Quando Lula foi eleito, o futuro presidente do Banco Central devia superar dois vetos genéricos:
1) Não podia sair da incubadeira intelectual da PUC carioca, alma mater de Pedro Malan, Gustavo Franco e Armínio Fraga;
2) Não podia trabalhar em banco.
Na semana passada, convidaram o doutor Pedro Bodin, diretor do Banco Icatu, economista formado pela Pontifícia Universidade Católica do Rio de Janeiro.
Nos últimos dois anos o nome de Bodin caiu na roda da ekipekonômica duas vezes. Uma para ser presidente do BNDES. Outra, para presidir o Banco do Brasil

Boa notícia
O futuro ministro da Justiça, Márcio Thomaz Bastos, pretende colocar seu patrimônio financeiro num fundo de investimentos cego, como fazem os colaboradores diretos do presidente dos Estados Unidos. Enquanto eles ficam nos cargos, não sabem o que está acontecendo com seu dinheiro. Thomaz Bastos já consultou banqueiros para que desenhem a blindagem necessária para isolar seus interesses privados. Tomara que consiga, pois essa idéia vai completar 30 anos sem se tornar um hábito.
Em 1974, quando o professor Mário Henrique Simonsen assumiu o ministério da Fazenda, era dono de 10% do falecido Banco Bozano Simonsen. Dispôs-se a escriturar o valor dessas ações de forma que elas rendessem, no máximo, um pequeno juro real. Se rendessem menos, micava. Se rendessem mais, a diferença iria para um programa de alfabetização de adultos.
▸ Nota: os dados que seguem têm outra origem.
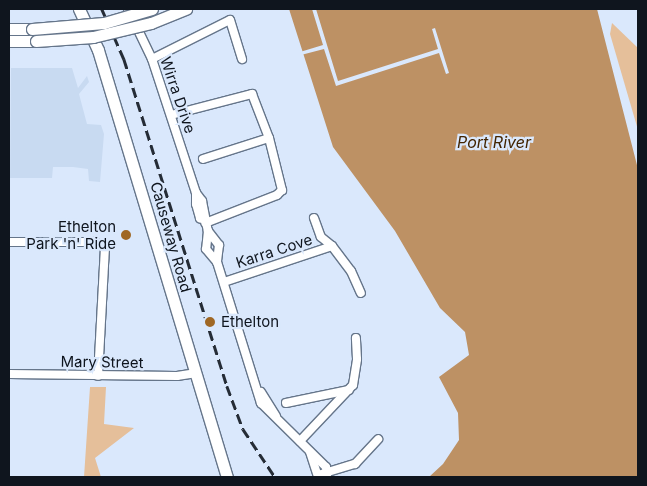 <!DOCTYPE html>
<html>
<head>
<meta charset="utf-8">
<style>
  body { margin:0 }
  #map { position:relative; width:647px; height:486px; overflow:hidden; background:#dae8fc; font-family:Inter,sans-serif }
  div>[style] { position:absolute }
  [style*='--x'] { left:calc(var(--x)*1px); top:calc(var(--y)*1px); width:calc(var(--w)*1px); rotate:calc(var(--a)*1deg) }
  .built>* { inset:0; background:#c8daf1 }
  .green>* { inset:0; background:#e5bf9a }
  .water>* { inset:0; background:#bd9164 }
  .pier>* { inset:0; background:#dae8fc }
  .roads { filter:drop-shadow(1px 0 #65758a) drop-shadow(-1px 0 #65758a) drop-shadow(0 1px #65758a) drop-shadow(0 -1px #65758a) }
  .street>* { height:8px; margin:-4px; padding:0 4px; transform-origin:4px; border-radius:4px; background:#fff }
  .secondary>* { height:11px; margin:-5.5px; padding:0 5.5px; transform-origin:5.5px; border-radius:5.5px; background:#fff }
  .rail>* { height:2.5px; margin-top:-1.25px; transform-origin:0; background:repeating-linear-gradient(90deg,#252c36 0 10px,transparent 0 15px) }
  .bridges { filter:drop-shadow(1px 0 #65758a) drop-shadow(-1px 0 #65758a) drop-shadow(0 1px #65758a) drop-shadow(0 -1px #65758a) }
  .secondary-bridge>* { height:11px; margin:-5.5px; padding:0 5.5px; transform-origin:5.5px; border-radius:5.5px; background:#fff }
  .dots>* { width:14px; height:14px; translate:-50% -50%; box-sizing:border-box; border:2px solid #dae8fc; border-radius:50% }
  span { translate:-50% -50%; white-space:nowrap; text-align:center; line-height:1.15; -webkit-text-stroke:4.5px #dae8fc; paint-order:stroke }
  .street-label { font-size:15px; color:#0f151e }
  .poi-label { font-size:15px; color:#0f151e }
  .right { translate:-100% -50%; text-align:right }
  .left { translate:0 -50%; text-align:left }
  .water-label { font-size:16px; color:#422400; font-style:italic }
  .frame { position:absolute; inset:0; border:10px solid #0f151e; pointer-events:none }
</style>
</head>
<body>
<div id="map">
  <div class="built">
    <i style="clip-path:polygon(11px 68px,72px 68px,78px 88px,87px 76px,89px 82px,79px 94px,87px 124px,101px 125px,104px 134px,100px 182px,89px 181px,88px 169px,73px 167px,53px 167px,52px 178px,10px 178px)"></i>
  </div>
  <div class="green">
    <i style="clip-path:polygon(612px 23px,638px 48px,638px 130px,610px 34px)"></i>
    <i style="clip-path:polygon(90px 387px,106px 387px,104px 424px,134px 428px,95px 458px,101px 477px,84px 477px)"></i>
  </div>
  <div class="water">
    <i style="clip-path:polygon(289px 9px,597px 9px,638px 169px,638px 477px,429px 477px,443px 464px,459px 440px,458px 413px,439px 377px,469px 355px,465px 332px,440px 308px,395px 231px,333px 147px)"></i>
  </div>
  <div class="pier">
    <i style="clip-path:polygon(312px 9px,316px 9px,338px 81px,438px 49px,432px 29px,435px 28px,449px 73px,446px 74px,439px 53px,336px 86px,324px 49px,301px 55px,300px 52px,323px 45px)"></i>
  </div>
  <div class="roads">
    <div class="street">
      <i style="--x:128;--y:9;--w:55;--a:64.4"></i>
      <i style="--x:152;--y:59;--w:141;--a:71.8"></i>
      <i style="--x:196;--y:193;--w:10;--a:53"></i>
      <i style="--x:202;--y:201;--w:31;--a:79"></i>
      <i style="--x:208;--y:231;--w:18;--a:96"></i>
      <i style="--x:206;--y:249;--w:17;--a:50"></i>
      <i style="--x:217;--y:262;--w:148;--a:72.7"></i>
      <i style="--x:261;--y:403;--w:91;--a:44.6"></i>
      <i style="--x:326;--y:467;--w:10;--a:84"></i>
      <i style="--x:152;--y:59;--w:87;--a:-26.6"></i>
      <i style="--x:230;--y:20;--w:41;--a:72.9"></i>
      <i style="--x:171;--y:115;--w:84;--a:-14.5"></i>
      <i style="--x:252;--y:94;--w:47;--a:68.9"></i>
      <i style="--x:269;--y:138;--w:54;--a:76"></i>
      <i style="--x:282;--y:190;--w:7;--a:135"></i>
      <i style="--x:277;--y:195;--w:77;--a:158.7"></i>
      <i style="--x:203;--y:159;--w:69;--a:-17.7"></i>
      <i style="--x:196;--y:193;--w:11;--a:90"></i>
      <i style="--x:196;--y:204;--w:15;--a:74"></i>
      <i style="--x:200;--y:218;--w:5;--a:22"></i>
      <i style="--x:314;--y:218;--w:20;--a:70"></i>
      <i style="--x:321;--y:237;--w:14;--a:39"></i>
      <i style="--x:208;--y:231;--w:18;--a:52"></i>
      <i style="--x:219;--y:245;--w:17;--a:97"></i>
      <i style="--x:9;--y:242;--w:85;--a:0"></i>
      <i style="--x:94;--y:242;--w:12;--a:24"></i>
      <i style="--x:105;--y:247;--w:129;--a:93.1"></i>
      <i style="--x:224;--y:282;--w:114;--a:-18.4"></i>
      <i style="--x:332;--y:246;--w:31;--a:53"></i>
      <i style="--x:351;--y:271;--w:24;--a:66"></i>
      <i style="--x:9;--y:374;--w:168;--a:0.7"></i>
      <i style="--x:177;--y:376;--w:18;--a:-9"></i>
      <i style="--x:261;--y:392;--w:28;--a:58"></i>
      <i style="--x:286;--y:403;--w:64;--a:-11.7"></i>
      <i style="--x:300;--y:441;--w:77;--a:-46.6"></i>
      <i style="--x:353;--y:385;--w:26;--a:-81"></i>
      <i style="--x:357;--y:359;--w:21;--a:-93"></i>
      <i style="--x:310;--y:452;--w:26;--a:72"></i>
      <i style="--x:318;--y:475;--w:39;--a:-17"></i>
      <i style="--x:355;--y:464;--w:34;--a:-47"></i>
    </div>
    <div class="secondary">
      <i style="--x:79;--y:9;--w:45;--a:65.1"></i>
      <i style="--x:98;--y:50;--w:446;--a:73.2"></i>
      <i style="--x:9;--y:29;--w:23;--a:0"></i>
      <i style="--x:9;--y:41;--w:27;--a:0"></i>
    </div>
  </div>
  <div class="rail">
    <i style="--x:102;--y:9;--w:55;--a:66.3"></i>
    <i style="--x:124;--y:59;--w:343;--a:72.5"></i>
    <i style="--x:227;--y:386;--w:46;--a:69.6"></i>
    <i style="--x:243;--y:429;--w:58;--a:56.3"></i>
  </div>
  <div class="bridges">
    <div class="secondary-bridge">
      <i style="--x:32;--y:29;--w:72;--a:-4.8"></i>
      <i style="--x:104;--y:23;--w:50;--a:-16.3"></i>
      <i style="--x:36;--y:41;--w:57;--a:-4"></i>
      <i style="--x:93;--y:37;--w:60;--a:-13.6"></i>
      <i style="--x:151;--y:23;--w:38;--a:-22"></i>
    </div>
  </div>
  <div class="dots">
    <i style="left:126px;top:235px;background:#9f6724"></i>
    <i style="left:210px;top:322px;background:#9f6724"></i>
  </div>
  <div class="street-label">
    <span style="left:178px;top:95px;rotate:71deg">Wirra Drive</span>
    <span style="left:171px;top:237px;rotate:74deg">Causeway Road</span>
    <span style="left:274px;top:251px;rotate:-18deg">Karra Cove</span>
    <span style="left:102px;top:362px;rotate:1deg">Mary Street</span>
  </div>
  <div class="poi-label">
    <span class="right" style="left:116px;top:235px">Ethelton<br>Park 'n' Ride</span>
    <span class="left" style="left:221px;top:322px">Ethelton</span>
  </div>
  <div class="water-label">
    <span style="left:494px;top:142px">Port River</span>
  </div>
  <div class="frame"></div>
</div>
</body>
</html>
Simonsen falava sério, mas a idéia atolou.

Briga de comadres
É sabido que os doutores José Dirceu e Antônio Palocci Filho estranham-se. Um manda aos jornalistas que perguntem ao outro se Armínio Fraga fica no BC (sabendo que não fica), e o outro mete-se numa conversa na qual acaba dizendo que Dirceu deve tomar Maracugina.
Chega-se a comparar a distância entre Palocci e Dirceu com aquela que separou os ministros Pedro Malan e José Serra no governo de FFHH. É pura injustiça. Por mais que os temperamentos e os fantasmas de Pedro Malan e José Serra fossem diversos e conflitantes, houve a separá-los uma questão de interesse público: o câmbio de R$ 1,20 para o dólar. Malan era a favor e Serra, contra.

Cheiro esperto
Sentiu-se o cheiro da Lufthansa na transação destinada a desossar a Varig, levando-lhe as linhas mais rentáveis. No lance, um aliado brasileiro.
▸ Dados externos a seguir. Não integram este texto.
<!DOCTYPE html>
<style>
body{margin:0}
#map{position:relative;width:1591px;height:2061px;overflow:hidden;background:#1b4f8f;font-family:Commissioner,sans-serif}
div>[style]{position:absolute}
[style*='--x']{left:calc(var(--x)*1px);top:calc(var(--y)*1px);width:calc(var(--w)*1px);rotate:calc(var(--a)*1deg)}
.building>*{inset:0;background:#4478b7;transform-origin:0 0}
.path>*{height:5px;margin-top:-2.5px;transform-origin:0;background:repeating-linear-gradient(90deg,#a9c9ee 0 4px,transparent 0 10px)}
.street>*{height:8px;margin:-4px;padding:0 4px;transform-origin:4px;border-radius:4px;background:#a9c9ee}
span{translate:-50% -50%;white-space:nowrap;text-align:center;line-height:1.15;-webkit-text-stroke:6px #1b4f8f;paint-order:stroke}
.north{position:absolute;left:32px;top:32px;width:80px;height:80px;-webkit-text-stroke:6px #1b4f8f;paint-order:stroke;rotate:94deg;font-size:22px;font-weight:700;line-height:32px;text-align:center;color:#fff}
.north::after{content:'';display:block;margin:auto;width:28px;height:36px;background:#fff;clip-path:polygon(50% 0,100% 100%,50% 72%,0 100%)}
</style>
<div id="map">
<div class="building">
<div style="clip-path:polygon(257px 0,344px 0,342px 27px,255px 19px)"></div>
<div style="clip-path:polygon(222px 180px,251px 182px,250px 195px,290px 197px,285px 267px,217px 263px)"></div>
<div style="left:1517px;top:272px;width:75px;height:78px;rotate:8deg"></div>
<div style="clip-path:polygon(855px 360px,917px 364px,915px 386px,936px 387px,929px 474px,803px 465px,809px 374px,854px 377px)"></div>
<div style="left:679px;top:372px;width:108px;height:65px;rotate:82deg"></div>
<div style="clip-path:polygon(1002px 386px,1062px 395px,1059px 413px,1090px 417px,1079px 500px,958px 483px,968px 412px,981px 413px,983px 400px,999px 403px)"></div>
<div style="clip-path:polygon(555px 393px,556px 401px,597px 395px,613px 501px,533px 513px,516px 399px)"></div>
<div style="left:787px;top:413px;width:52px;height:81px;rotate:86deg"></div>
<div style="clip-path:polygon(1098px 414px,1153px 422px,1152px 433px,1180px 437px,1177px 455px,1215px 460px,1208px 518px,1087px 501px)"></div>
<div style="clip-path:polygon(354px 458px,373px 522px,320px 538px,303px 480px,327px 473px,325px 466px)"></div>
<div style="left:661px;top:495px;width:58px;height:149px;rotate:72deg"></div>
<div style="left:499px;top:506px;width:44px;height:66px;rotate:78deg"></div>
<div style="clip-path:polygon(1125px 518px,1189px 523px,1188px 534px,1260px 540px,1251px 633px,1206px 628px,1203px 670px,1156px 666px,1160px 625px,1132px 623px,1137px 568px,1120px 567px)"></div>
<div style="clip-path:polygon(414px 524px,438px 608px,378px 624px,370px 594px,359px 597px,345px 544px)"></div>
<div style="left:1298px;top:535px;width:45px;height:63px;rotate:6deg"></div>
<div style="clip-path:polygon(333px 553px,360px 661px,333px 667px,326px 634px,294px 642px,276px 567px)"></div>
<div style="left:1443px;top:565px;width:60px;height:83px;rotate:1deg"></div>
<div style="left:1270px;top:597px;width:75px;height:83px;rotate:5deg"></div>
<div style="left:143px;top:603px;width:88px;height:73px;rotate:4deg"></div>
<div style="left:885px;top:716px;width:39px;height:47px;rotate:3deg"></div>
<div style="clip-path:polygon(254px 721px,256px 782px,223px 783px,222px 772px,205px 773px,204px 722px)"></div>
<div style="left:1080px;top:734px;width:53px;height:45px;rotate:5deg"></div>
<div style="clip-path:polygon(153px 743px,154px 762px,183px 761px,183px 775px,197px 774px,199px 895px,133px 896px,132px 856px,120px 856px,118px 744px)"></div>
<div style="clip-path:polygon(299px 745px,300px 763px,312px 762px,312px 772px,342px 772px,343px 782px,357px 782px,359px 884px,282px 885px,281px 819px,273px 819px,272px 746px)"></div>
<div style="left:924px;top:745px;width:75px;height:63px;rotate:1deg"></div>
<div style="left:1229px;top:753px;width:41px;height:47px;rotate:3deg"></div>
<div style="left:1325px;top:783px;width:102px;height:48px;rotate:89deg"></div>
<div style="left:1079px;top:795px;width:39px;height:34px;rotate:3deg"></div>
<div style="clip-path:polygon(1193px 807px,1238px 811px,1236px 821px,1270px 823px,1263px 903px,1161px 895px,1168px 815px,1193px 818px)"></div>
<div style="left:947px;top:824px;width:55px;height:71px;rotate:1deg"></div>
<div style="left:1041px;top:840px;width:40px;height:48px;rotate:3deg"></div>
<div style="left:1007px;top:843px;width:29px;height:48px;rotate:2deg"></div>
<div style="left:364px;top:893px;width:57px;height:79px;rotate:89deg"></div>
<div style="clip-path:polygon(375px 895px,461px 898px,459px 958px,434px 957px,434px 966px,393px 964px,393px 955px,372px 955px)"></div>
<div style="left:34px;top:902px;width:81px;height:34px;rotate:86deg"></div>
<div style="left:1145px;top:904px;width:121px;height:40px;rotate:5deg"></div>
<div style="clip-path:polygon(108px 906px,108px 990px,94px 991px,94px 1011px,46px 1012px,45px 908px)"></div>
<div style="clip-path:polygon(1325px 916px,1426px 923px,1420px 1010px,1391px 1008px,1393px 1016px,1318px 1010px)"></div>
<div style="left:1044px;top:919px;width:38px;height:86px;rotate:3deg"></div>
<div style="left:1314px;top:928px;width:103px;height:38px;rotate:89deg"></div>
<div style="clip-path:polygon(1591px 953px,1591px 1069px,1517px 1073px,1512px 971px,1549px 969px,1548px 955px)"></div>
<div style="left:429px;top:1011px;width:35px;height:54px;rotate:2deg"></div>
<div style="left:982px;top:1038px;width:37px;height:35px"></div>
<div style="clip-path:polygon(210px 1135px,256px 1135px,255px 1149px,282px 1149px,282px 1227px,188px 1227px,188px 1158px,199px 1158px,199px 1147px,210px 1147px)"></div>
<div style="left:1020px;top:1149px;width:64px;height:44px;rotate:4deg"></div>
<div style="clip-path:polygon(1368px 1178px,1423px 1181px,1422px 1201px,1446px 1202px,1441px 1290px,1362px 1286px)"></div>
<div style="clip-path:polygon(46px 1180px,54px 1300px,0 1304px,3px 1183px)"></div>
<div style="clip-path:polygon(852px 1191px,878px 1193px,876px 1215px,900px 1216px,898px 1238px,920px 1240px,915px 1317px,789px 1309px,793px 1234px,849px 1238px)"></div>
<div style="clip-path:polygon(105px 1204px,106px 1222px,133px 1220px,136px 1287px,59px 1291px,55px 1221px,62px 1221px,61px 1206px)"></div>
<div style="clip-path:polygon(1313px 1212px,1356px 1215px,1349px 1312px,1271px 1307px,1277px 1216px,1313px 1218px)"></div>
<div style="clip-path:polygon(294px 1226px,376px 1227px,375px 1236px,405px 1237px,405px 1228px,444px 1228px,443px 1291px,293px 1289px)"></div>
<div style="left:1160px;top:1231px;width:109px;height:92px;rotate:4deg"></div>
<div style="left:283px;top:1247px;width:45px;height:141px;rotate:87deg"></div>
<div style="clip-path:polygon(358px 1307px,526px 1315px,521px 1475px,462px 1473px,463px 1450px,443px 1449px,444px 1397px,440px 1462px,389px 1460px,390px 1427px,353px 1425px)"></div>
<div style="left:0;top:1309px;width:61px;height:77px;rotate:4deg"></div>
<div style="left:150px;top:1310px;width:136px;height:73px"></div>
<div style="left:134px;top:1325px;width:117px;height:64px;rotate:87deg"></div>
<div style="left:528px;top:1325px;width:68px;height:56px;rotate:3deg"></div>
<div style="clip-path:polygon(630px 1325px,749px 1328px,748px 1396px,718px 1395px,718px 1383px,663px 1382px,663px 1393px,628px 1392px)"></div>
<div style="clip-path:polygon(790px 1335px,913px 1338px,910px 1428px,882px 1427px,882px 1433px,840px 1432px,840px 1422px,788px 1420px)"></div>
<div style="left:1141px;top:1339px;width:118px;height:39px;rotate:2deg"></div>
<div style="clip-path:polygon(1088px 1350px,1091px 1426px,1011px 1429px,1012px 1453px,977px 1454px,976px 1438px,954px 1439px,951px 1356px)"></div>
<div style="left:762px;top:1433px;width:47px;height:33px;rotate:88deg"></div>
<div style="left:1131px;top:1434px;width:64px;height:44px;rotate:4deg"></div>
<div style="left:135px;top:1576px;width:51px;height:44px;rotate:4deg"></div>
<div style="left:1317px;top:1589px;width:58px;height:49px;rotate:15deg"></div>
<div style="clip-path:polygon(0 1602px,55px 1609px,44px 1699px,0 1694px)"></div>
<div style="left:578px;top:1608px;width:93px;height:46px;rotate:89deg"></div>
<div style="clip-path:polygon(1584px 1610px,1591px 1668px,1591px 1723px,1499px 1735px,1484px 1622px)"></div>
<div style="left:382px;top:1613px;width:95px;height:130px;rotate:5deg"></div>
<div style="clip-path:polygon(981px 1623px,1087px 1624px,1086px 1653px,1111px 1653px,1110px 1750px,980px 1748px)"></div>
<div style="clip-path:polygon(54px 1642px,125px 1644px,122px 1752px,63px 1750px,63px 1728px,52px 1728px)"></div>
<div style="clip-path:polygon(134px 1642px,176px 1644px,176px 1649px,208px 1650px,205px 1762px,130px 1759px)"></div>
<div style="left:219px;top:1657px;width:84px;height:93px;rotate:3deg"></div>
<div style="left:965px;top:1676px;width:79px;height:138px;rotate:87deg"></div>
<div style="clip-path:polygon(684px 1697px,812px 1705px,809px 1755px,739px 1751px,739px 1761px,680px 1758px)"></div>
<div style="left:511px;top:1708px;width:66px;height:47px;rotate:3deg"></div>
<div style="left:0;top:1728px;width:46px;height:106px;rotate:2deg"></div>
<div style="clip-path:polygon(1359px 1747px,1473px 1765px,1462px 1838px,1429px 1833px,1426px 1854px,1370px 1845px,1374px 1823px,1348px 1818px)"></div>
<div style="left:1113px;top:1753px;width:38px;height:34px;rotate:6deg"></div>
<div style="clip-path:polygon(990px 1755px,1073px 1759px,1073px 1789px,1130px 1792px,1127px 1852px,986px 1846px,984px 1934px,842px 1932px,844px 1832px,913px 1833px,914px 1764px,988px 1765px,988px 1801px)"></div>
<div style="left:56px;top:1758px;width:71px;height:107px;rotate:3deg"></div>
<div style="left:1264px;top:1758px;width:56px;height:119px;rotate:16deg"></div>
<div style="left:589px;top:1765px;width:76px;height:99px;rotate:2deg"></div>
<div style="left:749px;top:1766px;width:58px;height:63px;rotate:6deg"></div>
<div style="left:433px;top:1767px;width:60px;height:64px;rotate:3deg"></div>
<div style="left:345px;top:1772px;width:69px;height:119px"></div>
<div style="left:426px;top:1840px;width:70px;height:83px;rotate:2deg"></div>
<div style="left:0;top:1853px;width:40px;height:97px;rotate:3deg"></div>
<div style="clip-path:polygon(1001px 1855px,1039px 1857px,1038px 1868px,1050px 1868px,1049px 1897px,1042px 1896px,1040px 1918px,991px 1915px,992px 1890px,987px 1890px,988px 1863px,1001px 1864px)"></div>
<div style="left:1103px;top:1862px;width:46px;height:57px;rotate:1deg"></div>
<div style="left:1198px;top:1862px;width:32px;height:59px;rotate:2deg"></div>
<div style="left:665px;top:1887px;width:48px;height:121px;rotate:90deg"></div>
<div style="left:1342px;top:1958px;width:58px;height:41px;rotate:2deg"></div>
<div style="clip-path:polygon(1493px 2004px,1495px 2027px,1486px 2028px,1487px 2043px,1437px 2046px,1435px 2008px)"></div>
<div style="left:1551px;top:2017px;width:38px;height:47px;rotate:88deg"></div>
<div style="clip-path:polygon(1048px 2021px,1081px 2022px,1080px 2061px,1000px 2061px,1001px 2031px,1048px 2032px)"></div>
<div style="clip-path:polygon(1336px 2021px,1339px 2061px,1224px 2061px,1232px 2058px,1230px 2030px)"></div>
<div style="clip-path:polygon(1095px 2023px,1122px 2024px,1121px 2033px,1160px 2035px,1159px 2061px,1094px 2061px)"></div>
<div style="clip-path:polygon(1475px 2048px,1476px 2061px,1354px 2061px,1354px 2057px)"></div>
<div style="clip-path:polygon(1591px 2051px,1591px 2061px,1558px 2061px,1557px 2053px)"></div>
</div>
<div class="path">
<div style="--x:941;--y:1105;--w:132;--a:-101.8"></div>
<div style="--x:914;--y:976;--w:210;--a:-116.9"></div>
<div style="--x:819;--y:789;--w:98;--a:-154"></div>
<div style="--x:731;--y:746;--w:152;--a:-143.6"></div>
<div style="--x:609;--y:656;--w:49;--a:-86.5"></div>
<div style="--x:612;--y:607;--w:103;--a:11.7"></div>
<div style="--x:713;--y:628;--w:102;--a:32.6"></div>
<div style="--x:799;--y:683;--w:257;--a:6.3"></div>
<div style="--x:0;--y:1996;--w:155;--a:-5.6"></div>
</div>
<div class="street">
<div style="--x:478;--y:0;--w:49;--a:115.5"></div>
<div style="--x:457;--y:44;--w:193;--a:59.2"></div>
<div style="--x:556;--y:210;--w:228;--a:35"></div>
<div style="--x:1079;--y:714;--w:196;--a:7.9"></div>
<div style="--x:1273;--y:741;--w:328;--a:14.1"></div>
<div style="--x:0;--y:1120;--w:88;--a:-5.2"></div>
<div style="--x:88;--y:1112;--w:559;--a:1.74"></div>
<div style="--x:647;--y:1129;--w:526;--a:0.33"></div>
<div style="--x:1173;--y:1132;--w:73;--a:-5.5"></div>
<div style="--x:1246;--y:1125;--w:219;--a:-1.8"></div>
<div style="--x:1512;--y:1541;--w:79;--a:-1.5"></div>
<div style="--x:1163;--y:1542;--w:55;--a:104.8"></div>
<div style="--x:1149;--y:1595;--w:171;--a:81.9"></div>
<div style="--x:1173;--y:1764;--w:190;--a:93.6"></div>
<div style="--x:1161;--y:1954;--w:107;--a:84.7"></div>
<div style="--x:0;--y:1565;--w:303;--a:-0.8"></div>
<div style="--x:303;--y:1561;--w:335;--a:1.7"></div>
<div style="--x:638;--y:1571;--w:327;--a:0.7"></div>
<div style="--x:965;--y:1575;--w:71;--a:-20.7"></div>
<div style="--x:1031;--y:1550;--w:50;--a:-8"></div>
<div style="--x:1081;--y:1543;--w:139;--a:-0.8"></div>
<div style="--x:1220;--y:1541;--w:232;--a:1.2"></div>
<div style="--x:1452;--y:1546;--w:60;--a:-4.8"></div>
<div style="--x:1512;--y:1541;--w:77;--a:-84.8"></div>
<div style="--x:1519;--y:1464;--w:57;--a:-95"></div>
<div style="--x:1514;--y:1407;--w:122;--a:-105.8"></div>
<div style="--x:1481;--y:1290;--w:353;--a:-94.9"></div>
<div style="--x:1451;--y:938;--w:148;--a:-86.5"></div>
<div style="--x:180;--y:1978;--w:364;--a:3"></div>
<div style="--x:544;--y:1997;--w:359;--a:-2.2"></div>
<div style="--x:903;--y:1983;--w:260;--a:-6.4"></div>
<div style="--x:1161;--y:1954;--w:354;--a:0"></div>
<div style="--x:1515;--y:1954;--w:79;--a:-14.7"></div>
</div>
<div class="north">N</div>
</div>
A inútil reinvenção do poder

A nação petista deve pisar no freio. Tem muito craque e pouco time, muito atacado e pouco varejo, muita reforma e pouca rotina. São males típicos de governo que não começou. Lula já percebeu que formar ministério foi mais difícil do que parecia. Ainda padece do mal das secretarias, um subproduto da vontade de guardar todo o poder numa caixa e sair por aí levando-a debaixo do braço.
Trata-se de um distúrbio pelo qual o presidente supõe que, havendo um problema, ele se resolve com mais facilidade criando uma seja lá o que for diretamente ligada a ele. É uma ilusão, por diversos motivos.
Primeiro, porque depois da posse o presidente descobre que seu dia é menor do que pensava. Por exemplo, parece razoável que cada ministro disponha de uma hora semanal para seus despachos. Erro. Os ministros são 19. Se o presidente der uma hora a cada um, joga ao mar metade de uma carga semanal de 40 horas de trabalho. Nos últimos anos, houve ministros que passaram três meses sem despachar com o presidente.
Segundo, porque o acesso ao presidente não lhe consome apenas tempo. Consome poder. Lula pode ter-se dado conta disso ao ver que a nomeação de um Secretário Nacional de Segurança diretamente ligado a ele jogaria no seu colo um arrastão de bandidos cariocas. Como nem ele nem outro presidente sabem a fórmula da pomada capaz de acabar com arrastões, o secretário acabará tendo seu acesso à sala do trono restrito. Julgando-se desprestigiado, em vez de brigar com o presidente, irá para os corredores para blasfemar contra o chefe da Casa Civil. Seis meses depois de nomeado, essa será sua principal atividade.
Outra ilusão é a criação de ministérios. Anuncia-se a criação de um para as cidades. Não há no Brasil uma só alma capaz de achar que o problema das cidades é falta de ministério, assim como não há alma capaz de dizer o que é que o Ministério da Integração Nacional já integrou.
Um dia o Brasil terá a graça de ser presidido por uma pessoa que assumirá sua máquina sem tocá-la. Três meses depois, avaliando sua capacidade e suas necessidades, começará a mudar o que julgar necessário. No fundo, tudo funcionaria melhor se o presidente, ao tomar posse, não confundisse o início do seu mandato e das mudanças que tem na cabeça com o início da história nacional.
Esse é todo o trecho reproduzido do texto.